Probably the biggest evolution is skills have become more ubiquitous. What were amazing stuff that were the tools of a few select fighters are adopted far more across the board. Then, the big thing most people miss is the adaptations to take those skills away from fighters in a fight.
The old cliche is; everybody looks like a champ hitting the heavy bag. Which is to say, what great fighters do is limit the tools thier opposition can use in a fight, choke them of options and force them into areas of the fight that favour the great fighter or set traps in the same manner, exploit what the other guy thinks they are good at. The better a fighter the harder (in general) it is to take stuff away from them they lean on as core to thier style . As a sidenote, this is one of the main reasons a good jab (aside from set ups) or being able to hurt someone to make them respect you are so important. Two of the most important tools to take stuff away from the other guy. If you can't make a guy respect you he can throw with far more impunity. If you can't check someone at range they have so many more options.
The cycle is
Innovation, adoptation by the masses, adaptation, negation and exploitation of what was innovative and so on. As a combat sport matures the innovations become smaller and more tailored. Sometimes more discrete (a specific defence for a sub for example) or more generalized (changes to stances). Then, like fashion, a technique might fall out of usage for sometimes decades (I'm talking about boxing or MT precedents here) until it becomes unusual and innovative again.
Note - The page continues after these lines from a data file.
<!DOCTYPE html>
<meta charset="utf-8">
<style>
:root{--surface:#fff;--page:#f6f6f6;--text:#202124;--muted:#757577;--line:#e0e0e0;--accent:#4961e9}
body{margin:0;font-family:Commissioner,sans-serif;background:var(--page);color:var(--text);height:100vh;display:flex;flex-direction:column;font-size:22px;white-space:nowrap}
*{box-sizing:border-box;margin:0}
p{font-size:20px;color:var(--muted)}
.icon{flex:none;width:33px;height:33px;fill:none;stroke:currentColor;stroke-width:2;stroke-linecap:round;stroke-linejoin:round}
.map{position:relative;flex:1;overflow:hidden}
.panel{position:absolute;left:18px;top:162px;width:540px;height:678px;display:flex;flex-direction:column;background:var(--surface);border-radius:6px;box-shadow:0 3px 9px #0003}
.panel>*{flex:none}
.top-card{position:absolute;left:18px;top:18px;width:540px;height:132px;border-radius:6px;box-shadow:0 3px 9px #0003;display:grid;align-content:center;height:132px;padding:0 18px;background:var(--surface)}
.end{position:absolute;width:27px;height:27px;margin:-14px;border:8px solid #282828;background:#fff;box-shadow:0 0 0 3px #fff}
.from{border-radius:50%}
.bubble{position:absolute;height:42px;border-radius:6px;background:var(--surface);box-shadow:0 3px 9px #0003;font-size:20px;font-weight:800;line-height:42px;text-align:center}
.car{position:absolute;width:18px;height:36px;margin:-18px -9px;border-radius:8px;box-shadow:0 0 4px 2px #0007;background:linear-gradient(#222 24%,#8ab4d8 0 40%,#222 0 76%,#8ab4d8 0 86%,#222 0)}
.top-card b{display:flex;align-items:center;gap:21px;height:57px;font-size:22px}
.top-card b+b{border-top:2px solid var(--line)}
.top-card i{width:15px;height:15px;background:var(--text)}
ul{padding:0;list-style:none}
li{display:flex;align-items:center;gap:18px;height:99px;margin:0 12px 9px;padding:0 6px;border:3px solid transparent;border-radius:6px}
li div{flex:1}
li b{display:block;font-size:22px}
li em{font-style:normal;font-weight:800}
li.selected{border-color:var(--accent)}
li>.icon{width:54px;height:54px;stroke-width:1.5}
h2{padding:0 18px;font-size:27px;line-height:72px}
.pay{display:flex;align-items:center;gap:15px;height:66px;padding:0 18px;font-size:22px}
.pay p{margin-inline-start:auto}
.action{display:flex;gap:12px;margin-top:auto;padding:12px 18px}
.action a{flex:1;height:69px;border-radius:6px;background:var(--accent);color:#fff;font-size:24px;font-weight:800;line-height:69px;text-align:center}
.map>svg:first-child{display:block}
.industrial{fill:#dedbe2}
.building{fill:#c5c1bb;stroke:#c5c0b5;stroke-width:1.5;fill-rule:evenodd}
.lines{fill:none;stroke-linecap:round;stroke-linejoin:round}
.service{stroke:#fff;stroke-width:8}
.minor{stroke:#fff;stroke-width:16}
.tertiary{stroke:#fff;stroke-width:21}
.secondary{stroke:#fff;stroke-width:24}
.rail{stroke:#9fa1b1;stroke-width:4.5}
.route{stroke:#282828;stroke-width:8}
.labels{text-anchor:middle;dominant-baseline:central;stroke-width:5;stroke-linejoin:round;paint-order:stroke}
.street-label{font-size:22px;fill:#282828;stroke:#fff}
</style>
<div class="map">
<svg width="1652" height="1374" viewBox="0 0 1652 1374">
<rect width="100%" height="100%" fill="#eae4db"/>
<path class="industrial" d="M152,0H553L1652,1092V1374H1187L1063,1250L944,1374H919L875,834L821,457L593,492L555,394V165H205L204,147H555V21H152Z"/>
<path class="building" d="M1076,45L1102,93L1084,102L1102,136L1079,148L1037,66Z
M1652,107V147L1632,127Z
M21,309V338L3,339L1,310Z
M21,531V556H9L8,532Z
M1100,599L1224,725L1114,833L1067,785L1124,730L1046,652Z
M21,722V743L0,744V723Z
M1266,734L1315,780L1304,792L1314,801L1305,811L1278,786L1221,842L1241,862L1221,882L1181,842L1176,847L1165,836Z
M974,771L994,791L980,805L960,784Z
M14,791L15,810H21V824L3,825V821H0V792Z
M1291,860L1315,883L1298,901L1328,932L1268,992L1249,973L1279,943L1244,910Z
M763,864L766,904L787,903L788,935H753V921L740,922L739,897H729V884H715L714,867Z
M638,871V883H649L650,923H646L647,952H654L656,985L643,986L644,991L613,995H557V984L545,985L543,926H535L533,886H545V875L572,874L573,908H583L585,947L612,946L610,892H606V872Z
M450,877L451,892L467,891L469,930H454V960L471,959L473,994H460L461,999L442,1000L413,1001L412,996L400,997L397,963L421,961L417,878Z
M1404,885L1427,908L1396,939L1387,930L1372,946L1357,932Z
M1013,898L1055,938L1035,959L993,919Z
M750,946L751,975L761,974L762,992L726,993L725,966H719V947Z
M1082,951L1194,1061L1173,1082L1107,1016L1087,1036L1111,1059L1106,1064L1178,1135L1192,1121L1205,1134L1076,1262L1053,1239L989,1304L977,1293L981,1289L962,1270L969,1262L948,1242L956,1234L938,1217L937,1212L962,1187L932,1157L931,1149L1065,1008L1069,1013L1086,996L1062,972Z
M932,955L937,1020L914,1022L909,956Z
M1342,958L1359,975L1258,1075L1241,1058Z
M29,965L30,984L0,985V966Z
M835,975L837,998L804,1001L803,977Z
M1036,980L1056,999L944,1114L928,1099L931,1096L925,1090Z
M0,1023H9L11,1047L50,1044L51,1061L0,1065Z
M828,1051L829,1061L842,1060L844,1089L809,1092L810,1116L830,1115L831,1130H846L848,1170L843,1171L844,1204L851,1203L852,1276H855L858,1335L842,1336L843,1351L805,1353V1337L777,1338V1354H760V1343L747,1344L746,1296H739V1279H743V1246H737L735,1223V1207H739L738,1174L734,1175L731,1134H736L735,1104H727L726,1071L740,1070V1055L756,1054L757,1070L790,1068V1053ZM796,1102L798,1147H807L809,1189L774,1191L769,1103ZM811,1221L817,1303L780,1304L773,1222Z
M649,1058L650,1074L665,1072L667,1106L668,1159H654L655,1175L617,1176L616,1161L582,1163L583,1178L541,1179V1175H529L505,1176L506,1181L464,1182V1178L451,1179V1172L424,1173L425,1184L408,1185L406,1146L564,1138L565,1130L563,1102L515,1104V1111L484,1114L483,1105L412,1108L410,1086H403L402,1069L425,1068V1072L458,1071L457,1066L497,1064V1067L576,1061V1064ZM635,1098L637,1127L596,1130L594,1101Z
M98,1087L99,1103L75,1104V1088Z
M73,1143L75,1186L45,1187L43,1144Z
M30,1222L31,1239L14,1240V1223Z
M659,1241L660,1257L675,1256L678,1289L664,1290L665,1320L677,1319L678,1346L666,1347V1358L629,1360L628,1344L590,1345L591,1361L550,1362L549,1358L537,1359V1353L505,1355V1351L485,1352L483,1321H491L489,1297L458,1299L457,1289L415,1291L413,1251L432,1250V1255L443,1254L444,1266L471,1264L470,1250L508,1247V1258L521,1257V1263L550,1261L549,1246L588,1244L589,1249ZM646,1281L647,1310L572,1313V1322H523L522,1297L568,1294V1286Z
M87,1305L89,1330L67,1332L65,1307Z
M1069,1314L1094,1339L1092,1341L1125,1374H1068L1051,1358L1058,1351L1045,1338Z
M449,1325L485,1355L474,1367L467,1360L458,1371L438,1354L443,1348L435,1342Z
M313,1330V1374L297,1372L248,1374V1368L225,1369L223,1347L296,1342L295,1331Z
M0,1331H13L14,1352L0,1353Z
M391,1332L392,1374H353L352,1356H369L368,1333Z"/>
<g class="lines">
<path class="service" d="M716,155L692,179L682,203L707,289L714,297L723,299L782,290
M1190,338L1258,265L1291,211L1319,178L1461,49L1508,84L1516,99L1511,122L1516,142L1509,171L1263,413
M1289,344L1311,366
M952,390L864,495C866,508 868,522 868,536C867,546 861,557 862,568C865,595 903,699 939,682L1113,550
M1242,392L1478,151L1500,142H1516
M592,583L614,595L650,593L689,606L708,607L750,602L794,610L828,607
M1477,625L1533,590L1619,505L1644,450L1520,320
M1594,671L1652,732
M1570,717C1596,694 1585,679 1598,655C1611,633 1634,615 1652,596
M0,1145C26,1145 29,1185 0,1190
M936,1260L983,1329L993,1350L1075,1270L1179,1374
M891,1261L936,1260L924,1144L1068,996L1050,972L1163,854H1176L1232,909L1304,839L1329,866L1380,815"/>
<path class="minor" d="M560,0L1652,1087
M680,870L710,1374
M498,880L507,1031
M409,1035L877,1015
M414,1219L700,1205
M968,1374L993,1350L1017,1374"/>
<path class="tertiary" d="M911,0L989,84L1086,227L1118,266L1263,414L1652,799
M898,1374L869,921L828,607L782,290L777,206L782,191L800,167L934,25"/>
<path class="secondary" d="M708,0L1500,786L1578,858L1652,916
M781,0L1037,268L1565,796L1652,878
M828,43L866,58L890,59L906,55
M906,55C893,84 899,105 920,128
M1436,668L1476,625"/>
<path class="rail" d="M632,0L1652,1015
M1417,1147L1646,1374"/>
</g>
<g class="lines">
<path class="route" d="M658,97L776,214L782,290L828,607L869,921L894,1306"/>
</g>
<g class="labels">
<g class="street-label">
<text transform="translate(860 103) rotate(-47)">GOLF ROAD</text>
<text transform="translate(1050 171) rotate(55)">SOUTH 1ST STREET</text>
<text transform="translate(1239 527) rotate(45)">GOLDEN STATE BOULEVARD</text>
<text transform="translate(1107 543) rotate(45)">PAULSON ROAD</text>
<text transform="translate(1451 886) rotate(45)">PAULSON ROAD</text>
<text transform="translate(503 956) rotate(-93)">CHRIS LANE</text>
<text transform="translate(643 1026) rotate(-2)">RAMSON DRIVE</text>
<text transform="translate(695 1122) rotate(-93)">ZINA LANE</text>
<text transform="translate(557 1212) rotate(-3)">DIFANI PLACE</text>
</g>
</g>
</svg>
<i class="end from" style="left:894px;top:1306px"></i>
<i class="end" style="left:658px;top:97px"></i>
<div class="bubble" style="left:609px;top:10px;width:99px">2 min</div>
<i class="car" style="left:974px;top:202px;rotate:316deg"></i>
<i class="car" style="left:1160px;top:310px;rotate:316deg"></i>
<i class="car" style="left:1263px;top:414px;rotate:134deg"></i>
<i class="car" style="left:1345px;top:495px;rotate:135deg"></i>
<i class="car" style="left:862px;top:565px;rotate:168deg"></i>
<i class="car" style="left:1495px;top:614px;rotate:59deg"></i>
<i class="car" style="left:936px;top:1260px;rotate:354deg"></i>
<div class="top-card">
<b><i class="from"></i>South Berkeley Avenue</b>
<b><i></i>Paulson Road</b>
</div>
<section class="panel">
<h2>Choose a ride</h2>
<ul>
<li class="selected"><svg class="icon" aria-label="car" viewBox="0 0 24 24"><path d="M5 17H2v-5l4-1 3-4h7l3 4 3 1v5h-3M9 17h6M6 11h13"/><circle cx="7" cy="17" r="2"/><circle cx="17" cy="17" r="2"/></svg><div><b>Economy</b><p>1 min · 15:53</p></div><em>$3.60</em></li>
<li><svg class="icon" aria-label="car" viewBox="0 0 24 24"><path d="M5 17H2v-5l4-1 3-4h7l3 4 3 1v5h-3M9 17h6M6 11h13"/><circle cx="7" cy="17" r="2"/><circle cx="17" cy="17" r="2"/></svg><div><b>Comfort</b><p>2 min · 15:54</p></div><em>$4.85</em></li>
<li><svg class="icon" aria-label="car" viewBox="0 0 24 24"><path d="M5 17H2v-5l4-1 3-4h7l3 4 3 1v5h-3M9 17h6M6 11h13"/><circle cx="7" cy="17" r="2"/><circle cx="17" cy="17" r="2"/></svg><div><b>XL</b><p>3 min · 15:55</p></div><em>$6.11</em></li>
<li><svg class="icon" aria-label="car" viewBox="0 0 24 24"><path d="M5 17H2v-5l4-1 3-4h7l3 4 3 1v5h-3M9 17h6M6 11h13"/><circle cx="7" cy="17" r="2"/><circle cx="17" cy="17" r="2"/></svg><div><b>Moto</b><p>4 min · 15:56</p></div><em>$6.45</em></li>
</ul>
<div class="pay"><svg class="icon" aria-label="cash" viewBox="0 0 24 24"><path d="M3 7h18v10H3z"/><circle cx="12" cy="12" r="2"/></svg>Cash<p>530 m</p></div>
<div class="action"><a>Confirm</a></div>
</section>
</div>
Or a new innovation may necessitate an old technique as a counter tactic.
I could list all sorts of specifics but this is the general pattern trainers and fighters (once again I'm far more familiar with MT and boxing for the purposes of training) work through.
Evolution never stops, it just becomes harder to discern from the outside unless it's something overt like calf kick adoption (which is a recycled technique in and of itself).